Un discours d'extrême droite dédiabolisé

Giorgia Meloni parle économie, place de l’Italie en Europe et dans le monde. Elle met la sourdine sur sa trinité personnelle : Dieu, patrie et famille. La presse internationale est là. Il s’agit de rassurer. D’ailleurs, à l'entendre c’est la gauche qui devrait inquiéter : "Quand la démocratie est arrivée, la gauche a perdu la tête. Elle s'est révélée pour ce qu'elle est, une gauche extrémiste, enragée, violente, qui est terrorisée à l'idée de perdre son système de pouvoir." 

Fin de campagne à front renversé d’une extrême droite dédiabolisée. "Pendant toute la campagne, on nous a dit qu'on faisait peur, mais les seuls qui ont peur ce sont eux", souligne Giorgia Meloni à la tribune. 

"Ils n'ont pas peur ceux qui rêvent d'une Italie orgueilleuse, qui veulent redevenir fiers de leur nation, de leur peuple, de leur drapeau"

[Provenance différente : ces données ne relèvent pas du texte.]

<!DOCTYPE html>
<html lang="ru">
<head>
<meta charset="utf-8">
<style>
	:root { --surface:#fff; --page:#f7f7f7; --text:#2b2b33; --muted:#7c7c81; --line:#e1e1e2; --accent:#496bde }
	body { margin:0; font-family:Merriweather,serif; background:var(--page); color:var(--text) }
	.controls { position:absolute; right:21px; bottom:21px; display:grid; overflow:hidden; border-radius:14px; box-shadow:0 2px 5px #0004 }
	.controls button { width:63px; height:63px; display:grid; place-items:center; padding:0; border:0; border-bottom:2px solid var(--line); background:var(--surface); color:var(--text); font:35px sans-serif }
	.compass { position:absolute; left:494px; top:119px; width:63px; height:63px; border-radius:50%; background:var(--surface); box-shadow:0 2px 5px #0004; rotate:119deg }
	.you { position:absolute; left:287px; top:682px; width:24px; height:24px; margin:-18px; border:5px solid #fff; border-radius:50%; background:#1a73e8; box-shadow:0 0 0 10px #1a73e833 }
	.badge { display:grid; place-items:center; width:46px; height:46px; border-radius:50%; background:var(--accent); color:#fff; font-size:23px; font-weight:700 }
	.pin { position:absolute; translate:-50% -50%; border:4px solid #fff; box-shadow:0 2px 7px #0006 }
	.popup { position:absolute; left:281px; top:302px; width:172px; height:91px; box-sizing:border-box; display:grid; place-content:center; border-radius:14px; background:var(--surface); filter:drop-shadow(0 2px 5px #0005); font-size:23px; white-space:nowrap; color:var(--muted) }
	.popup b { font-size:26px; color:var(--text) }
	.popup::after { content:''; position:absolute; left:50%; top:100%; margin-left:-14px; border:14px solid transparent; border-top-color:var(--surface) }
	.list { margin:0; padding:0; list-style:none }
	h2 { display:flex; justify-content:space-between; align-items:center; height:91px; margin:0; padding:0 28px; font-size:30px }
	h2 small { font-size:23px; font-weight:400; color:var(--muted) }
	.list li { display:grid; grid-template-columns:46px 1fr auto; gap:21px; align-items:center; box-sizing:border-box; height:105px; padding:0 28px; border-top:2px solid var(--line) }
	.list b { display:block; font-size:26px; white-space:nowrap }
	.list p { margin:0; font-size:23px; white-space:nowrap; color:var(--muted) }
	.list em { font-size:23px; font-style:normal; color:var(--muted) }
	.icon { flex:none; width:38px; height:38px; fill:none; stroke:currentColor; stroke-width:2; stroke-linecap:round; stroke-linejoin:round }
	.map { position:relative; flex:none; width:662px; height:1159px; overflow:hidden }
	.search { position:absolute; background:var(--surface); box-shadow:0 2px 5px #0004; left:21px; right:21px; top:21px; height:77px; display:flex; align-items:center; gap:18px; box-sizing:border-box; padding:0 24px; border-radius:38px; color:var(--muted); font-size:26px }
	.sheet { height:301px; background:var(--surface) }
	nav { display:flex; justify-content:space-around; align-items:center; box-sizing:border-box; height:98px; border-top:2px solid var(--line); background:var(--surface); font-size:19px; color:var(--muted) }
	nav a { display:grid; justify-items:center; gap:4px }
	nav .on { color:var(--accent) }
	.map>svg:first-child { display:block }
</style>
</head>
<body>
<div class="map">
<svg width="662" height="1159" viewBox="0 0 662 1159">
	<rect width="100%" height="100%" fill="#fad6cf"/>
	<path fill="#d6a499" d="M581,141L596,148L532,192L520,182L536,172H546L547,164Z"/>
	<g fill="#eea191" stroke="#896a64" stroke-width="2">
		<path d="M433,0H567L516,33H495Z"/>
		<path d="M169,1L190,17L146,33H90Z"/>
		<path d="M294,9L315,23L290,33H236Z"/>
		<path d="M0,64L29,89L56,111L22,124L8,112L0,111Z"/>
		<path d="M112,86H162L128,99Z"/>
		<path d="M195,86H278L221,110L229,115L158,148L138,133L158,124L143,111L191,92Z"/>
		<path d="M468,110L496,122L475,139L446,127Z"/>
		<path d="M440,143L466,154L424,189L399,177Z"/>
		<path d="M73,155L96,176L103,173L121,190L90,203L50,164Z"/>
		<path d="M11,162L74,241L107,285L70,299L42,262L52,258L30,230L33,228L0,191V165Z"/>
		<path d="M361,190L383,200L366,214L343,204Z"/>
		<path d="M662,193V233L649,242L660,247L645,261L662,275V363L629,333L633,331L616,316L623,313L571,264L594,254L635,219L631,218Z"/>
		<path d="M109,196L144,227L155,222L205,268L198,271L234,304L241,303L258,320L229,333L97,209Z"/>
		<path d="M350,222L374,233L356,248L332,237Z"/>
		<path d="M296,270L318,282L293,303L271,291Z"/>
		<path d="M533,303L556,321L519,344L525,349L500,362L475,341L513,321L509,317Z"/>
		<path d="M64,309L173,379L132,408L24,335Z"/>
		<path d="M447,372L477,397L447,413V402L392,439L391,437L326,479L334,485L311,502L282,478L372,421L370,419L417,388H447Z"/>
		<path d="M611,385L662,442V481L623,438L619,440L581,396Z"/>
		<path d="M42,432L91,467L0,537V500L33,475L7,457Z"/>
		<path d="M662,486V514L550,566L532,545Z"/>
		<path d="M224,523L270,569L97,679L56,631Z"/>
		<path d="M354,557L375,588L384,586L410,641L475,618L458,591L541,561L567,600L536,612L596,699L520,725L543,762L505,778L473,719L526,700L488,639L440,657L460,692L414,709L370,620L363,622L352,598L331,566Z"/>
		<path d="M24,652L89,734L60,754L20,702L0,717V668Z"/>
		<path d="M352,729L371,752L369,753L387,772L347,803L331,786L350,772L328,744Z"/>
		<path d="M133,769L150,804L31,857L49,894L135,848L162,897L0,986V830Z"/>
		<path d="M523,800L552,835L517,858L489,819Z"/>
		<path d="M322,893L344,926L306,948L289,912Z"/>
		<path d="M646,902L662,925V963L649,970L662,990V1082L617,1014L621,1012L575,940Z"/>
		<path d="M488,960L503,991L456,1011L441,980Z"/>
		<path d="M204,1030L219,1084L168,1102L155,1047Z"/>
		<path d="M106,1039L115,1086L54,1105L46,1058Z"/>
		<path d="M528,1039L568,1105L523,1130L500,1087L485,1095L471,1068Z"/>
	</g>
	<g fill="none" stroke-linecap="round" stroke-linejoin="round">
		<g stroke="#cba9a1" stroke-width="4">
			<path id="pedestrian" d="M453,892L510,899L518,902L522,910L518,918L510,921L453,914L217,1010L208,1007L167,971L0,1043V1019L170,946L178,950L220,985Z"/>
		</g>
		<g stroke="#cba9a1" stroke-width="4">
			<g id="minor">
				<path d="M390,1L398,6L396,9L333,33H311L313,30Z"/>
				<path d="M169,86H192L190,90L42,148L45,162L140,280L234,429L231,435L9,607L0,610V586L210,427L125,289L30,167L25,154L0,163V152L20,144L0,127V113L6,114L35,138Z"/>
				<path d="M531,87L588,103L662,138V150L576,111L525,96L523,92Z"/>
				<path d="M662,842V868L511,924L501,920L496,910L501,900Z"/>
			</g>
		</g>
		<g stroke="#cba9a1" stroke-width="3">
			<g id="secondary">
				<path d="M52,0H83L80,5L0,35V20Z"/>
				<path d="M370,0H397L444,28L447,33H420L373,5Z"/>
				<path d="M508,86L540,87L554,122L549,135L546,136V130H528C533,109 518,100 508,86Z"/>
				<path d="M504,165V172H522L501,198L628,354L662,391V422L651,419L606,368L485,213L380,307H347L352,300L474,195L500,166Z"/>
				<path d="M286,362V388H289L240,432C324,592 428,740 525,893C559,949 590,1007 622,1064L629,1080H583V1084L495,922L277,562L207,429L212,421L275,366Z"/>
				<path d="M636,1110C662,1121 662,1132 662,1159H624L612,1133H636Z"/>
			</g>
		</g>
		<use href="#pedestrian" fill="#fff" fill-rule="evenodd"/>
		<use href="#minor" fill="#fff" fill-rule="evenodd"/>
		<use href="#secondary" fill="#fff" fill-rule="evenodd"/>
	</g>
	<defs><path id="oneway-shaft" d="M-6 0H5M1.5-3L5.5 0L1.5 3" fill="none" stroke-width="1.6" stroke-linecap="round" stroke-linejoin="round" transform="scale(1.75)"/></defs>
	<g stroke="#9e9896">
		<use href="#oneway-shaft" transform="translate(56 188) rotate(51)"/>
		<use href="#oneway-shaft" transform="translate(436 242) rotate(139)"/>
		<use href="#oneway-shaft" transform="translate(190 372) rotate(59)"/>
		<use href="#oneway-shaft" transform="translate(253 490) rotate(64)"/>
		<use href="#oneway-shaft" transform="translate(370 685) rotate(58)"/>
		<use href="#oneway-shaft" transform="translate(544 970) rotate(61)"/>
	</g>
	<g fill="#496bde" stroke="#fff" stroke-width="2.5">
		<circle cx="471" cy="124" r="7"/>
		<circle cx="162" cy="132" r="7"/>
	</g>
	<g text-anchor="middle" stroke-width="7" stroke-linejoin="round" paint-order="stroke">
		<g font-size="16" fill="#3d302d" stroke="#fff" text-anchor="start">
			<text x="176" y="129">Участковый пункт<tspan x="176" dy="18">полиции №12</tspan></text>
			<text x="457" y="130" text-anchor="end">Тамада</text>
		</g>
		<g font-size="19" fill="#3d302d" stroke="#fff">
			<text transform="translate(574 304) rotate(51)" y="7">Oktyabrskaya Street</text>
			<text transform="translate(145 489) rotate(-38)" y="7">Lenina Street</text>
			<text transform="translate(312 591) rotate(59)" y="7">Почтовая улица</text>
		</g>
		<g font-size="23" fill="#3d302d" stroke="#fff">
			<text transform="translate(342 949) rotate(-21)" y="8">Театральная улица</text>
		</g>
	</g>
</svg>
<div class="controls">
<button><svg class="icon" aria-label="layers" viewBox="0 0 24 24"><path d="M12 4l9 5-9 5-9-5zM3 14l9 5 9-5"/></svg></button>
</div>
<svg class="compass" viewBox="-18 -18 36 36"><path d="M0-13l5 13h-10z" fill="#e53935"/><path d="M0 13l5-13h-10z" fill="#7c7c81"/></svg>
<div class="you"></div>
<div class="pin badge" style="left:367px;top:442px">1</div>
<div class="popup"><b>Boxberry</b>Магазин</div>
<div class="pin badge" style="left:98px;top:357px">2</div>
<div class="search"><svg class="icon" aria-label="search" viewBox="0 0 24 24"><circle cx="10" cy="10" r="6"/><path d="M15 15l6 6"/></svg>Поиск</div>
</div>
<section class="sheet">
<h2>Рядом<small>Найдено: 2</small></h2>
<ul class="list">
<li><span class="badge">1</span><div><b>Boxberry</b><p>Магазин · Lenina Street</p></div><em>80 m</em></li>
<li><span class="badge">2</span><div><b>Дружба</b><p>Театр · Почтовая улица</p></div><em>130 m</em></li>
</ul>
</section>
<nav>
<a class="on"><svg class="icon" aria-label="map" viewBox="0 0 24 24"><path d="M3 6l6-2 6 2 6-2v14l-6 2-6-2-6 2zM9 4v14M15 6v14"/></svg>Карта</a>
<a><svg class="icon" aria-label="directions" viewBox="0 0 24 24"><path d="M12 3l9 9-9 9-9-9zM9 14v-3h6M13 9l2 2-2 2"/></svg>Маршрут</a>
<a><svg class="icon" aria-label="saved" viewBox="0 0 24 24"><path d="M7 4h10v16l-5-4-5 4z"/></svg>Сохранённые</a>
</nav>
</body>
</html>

Giorgia Meloni, présidente de Fratelli d'Italia

en meeting à Rome

Les fondamentaux sont laissés à Matteo Salvini, faire-valoir malgré lui : "La gauche propose de repeupler nos villages en faisant débarquer toujours plus de migrants. Moi je dis non. Repeuplons-les en permettant à nos garçons de faire plus de fils et en aidant les mamans à devenir des mamans." Au cas où ce n'était pas clair, l'ancien vice-président du Conseil des ministres italien précise : "Je dis maman et papa, parce que la maman s'appelle maman et pas parent 1, parent 2 ou parent 32..."

Mais dans la foule on ne s’y trompe pas et l’on sait pourquoi on soutient "la Meloni" : "Tout ce qui n’est pas italien, allez hop, du balai, hors du pays !" s'exclame une militante d'extrême droite. On a besoin de racines. En Italie, on est en train de nous les arracher et c’est la faute de ceux qui nous gouvernent !" Giorgia Meloni, elle, n’a pas gouverné ces dernières années. La prime au dégagisme sera pour elle dimanche.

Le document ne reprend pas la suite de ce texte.